Thinking and talking about the Western attitude towards work and happiness, and how it got derailed along the way, led us to look, by way of contrast, at the Eastern philosophies. Overall, it seems safe to say that the Eastern ideal is to reject materialism and focus on the immaterial, spiritual, and intangible. Concepts such as maya (that reality is an illusion) and reincarnation reinforce the idea that one's focus should be directed away from the cares and distractions of the world, as these are not capable of producing any real happiness. However, it is very possible to take this attitude too far as well, to the point where some sects of monks, for example, become a burden on the populace, incapable of supporting themselves. It is no surprise that the Mao's Cultural Revolution saw no place for religion in a new China.
It is also easy to see how stereotypes of the East and West are easily engrained in peoples' minds. Many people in the West see those in the East as lazy dreamers that spout ambiguous maxims, perhaps as they sit on top of a Tibetan mountain, or under a tree along the Ganges, living off the charity of their followers. And the stereotype of Westerners as grasping covetous cold workaholics is just as prevalent.

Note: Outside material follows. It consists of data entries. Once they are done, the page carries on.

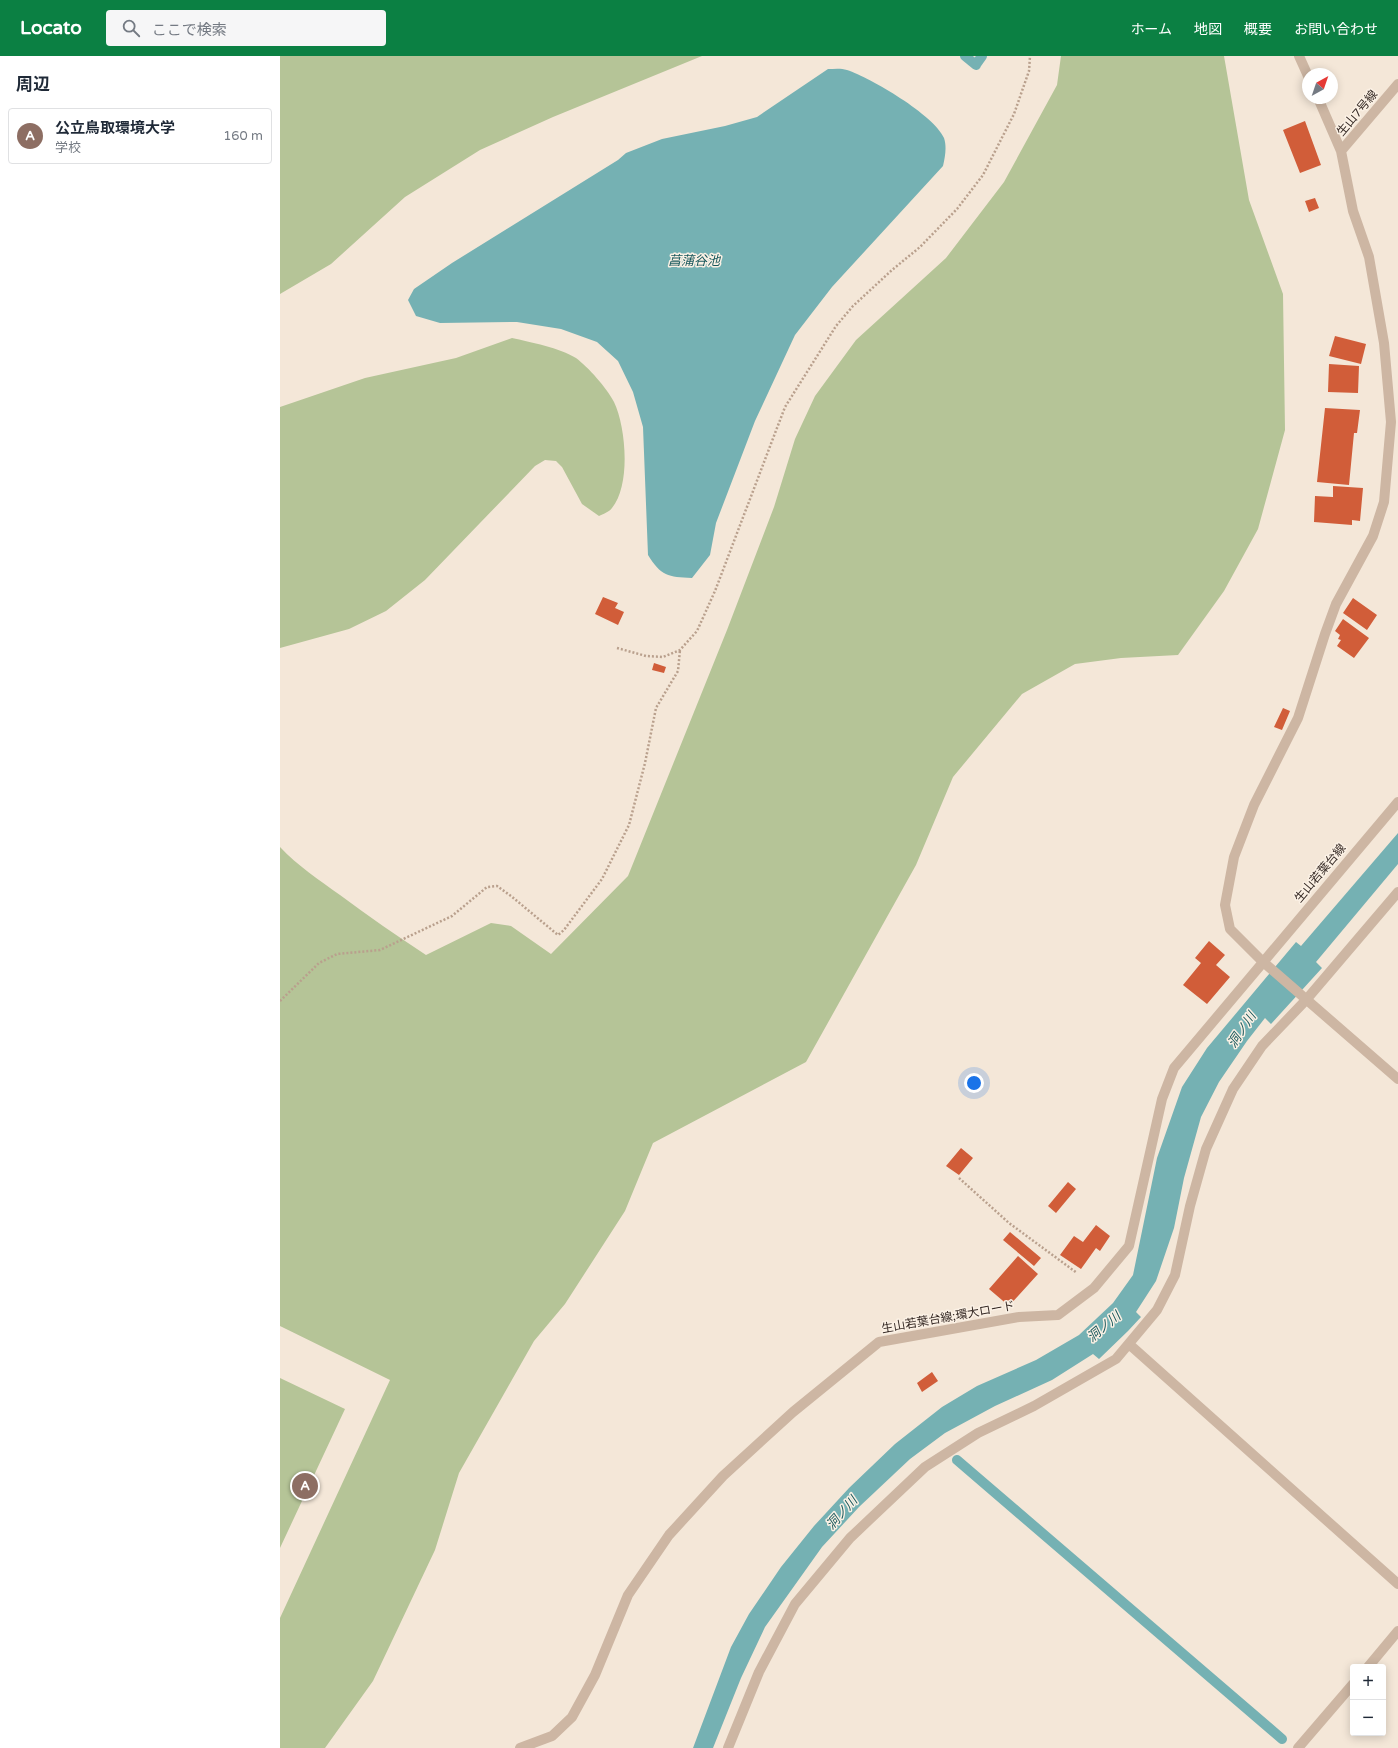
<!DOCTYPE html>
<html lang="ja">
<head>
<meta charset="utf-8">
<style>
	body { margin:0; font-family:"Varela Round","Noto Sans JP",sans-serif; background:#f6f6f7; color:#1f2937 }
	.controls { position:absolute; right:12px; bottom:12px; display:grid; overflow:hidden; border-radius:4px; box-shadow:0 2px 10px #0003 }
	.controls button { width:36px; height:36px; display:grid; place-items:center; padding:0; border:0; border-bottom:1px solid #e0e1e3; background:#fff; color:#1f2937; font:20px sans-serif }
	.compass { position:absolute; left:1022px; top:12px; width:36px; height:36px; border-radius:50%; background:#fff; box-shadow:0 2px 10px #0003; rotate:40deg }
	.you { position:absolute; left:694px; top:1027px; width:14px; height:14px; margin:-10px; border:3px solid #fff; border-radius:50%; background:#1a73e8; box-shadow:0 0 0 6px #1a73e833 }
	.badge { display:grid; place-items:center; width:26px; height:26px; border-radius:50%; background:#0b8043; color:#fff; font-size:13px; font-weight:700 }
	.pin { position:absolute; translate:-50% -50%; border:2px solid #fff; box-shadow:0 1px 4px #0006 }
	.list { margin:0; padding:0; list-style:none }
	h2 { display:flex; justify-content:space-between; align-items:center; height:52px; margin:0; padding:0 16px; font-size:17px }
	h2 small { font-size:13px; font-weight:400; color:#747a83 }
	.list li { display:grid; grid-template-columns:26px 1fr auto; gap:12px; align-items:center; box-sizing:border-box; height:56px; margin:0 8px 8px; padding:0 8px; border:1px solid #e0e1e3; border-radius:4px }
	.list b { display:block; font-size:15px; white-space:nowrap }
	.list p { margin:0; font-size:13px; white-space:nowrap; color:#747a83 }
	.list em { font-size:13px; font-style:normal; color:#747a83 }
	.icon { flex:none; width:22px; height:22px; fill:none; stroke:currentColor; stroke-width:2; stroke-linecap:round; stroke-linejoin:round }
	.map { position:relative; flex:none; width:1118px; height:1692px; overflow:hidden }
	header { display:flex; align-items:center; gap:24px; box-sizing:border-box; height:56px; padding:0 20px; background:#0b8043; color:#fff }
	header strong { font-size:19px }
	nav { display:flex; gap:22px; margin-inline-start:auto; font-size:14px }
	.search { width:280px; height:36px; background:#f6f6f7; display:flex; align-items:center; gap:10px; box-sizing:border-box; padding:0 14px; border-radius:4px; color:#747a83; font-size:15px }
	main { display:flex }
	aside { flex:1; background:#fff }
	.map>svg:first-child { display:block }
	.green { fill:#b5c497 }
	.water { fill:#75b1b3 }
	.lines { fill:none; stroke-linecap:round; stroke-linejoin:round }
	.stream { stroke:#75b1b3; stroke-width:10 }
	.building { fill:#d15d39 }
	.path { stroke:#b9a08d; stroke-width:2.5; stroke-dasharray:2 2; stroke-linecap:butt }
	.street { stroke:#cdb6a3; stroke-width:10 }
	.labels { text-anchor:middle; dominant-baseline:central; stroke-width:3; stroke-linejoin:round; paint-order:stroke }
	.street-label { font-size:12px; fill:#372b26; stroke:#fbf1e5 }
	.water-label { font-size:13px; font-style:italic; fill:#18585c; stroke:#fbf1e5 }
</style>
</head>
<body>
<header>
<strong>Locato</strong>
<div class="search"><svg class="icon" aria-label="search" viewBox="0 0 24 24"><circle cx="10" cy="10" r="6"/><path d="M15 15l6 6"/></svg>ここで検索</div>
<nav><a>ホーム</a><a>地図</a><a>概要</a><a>お問い合わせ</a></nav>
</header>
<main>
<aside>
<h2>周辺<small></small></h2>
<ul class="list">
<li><span class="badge" style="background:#8d6e63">A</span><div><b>公立鳥取環境大学</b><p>学校</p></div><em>160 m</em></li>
</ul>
</aside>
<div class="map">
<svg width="1118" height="1692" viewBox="0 0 1118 1692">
	<rect width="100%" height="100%" fill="#f4e7d8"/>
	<path class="green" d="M0,0h422l-149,61 -73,33 -75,47 -74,67 -51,30z
		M781,0h163l25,144 34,94 2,136 -27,99 -34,62 -46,64 -57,3 -46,6 -53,30 -69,83 -37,88 -110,197 -153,81 -28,68 -60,93 -31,37 -75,132 -24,77 -62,131 -48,67h-45v-130l110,-238 -110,-54v-479c18,19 39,33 60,48 28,21 57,41 86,60l65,-32 20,3 40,28 77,-78 99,-246 47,-123 21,-68 20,-43 41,-56 90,-82 58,-76 53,-97z
		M232,282c18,4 48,10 64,20 12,9 31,30 38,44 12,25 17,83 -2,106 -3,4 -9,6 -13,8l-17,-12 -20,-37 -6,-6 -11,-1 -10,6 -110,114 -39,31 -37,18 -69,19v-241l85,-29 91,-20z
		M0,1322l65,31 -65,139z"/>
	<path class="water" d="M548,13c6,0 13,-1 19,1 24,8 87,45 97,68 3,9 1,19 -1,28l-111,121 -37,48 -40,86 -39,102 -6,32 -18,23c-24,-1 -31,-2 -44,-23l-5,-128 -10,-35 -15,-31 -21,-19 -36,-13 -44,-7 -77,1 -24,-7 -8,-16 6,-11 38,-26 166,-103 8,-7 36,-14 63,-13 32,-9z
		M1118,777v31l-82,98 6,6 -51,56 -6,-6 -18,23 -28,41 -18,35 -17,61 -10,50 -18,53 -20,31 5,5 -13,14 -29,28 -6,-5 -41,26 -57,26 -50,27 -35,26 -51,48 -37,40 -57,80 -24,51 -28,70h-20l38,-101 18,-33 32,-47 33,-41 35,-38 46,-44 47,-37 35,-21 59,-26 43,-25 34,-32 20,-28 24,-117 25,-71 25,-39 89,-106 5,4z"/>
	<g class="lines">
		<path class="stream" d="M685,0l11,9
			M697,7l5,-7
			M677,1404l325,279"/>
	</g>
	<path class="building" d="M1025,65l16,44 -21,8 -17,-43z
		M1035,142l4,10 -10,4 -4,-11z
		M1055,280l31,8 -5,20 -32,-8z
		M1049,308l30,2 -1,27 -30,-1z
		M1045,352l35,2 -3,23h-3l-5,52 -32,-3z
		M1053,430l30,2 -3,33 -8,-1v5l-38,-3 1,-26 18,1z
		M323,541l15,6 -3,5 9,4 -6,13 -23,-11z
		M1073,542l24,17 -10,15 -24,-17z
		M1063,563l26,19 -15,20 -17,-12 4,-6 -3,-1 2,-4 -5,-4z
		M374,607l12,4 -2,6 -12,-3z
		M1003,652l7,3 -8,19 -8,-3z
		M929,885l16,14 -9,10 14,12 -23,27 -24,-19 18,-22 -6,-5z
		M681,1092l12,10 -14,17 -13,-9z
		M788,1126l8,7 -20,24 -8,-7z
		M816,1169l14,11 -10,15 -4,-3 -15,21 -21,-14 14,-19 9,6z
		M730,1176l31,26 -7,8 -31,-26z
		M738,1200l20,18 -29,32 -20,-17z
		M652,1316l6,9 -16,11 -5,-9z"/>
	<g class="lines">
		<path class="path" d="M337,592l29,8 17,1 17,-7 17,-19 18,-40 70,-184 51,-81 17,-20 39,-36 28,-23 37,-38 26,-34 31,-61 15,-43 1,-15
			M0,945l39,-38 18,-9 43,-4 72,-34 35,-29 10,-1 14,10 47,39 6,-5 38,-51 27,-54 16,-62 11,-55 22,-37 2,-21
			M679,1122l50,45 68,50"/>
		<path class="street" d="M1019,0l9,20
			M1038,42l23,53 57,-67
			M1061,95l12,60 16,46 15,86 7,79 -7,80 -11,34 -37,68 -11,30 -27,84 -44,87 -20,52 -9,48 5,24 32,32 136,118
			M850,1289l268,239
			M1088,1611l30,-36
			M240,1692l32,-12 20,-19 23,-42 33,-80 41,-60 54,-59 70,-64 86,-70 140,-25 39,-2 36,-27 35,-42 33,-147 12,-31 224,-266
			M448,1692l31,-76 36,-68 55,-66 75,-71 53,-34 56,-27 82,-47 41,-49 18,-35 15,-69 16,-57 27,-60 29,-43 44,-46 92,-108
			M1018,1692l55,-64"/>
	</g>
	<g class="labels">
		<g class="street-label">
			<text transform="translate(1077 57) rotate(-50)">生山7号線</text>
			<text transform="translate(1040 817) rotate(-50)">生山若葉台線</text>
			<text transform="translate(668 1261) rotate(-10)">生山若葉台線;環大ロード</text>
		</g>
		<g class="water-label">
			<text x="414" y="205">菖蒲谷池</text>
			<text transform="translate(962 974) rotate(-56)">洞ノ川</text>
			<text transform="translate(824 1271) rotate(-40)">洞ノ川</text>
			<text transform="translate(562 1457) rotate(-48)">洞ノ川</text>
		</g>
	</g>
</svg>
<div class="controls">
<button>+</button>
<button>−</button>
</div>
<svg class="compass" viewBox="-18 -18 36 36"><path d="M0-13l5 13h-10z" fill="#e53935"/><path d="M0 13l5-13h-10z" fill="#747a83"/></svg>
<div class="you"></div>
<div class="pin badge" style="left:25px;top:1430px;background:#8d6e63">A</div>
</div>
</main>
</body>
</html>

But the truth of the matter is that both East and West have something in common - something that is vital to success, and yet easily misdirected: Drive. Drive is the ambition to grow, attain, and succeed, but if the end goal is not firmly set, one's drive will miscarry, and the harder one tries, the further they end up from true success and happiness. I am reminded of the admonition to be in the world, but not of the world. The core of this counsel is balance. We are to be in the world, which is to say that work and material gain are not in and of themselves evil, but rather a part of the human experience on this earth. However, we are not to be "of the world," which suggests that we should not let the worldly things become our primary focus, but only a pathway. We must balance work on one hand, and the metaphysical and intangible on the other. This is how we become a whole person, and our drive will carry us to a noble and worthy goal, rather than to empty extremes.
There are many ways to assure that your goals are noble, but they all call for a good dose of introspection and honest analysis. Getting carried away is usually the result of not paying attention. By looking at your priorities and values, by analyzing them and stripping away whatever is superfluous or ill-conceived, and by focusing your drive on what is left, you are far more likely to achieve real happiness. In that regard, it is clear that the aphorism from the temple at Delphi is a true key to finding happiness: "Know thyself." If we can look honestly at ourselves, we learn what things are most likely to bring us joy, and what will be found to be hollow and empty.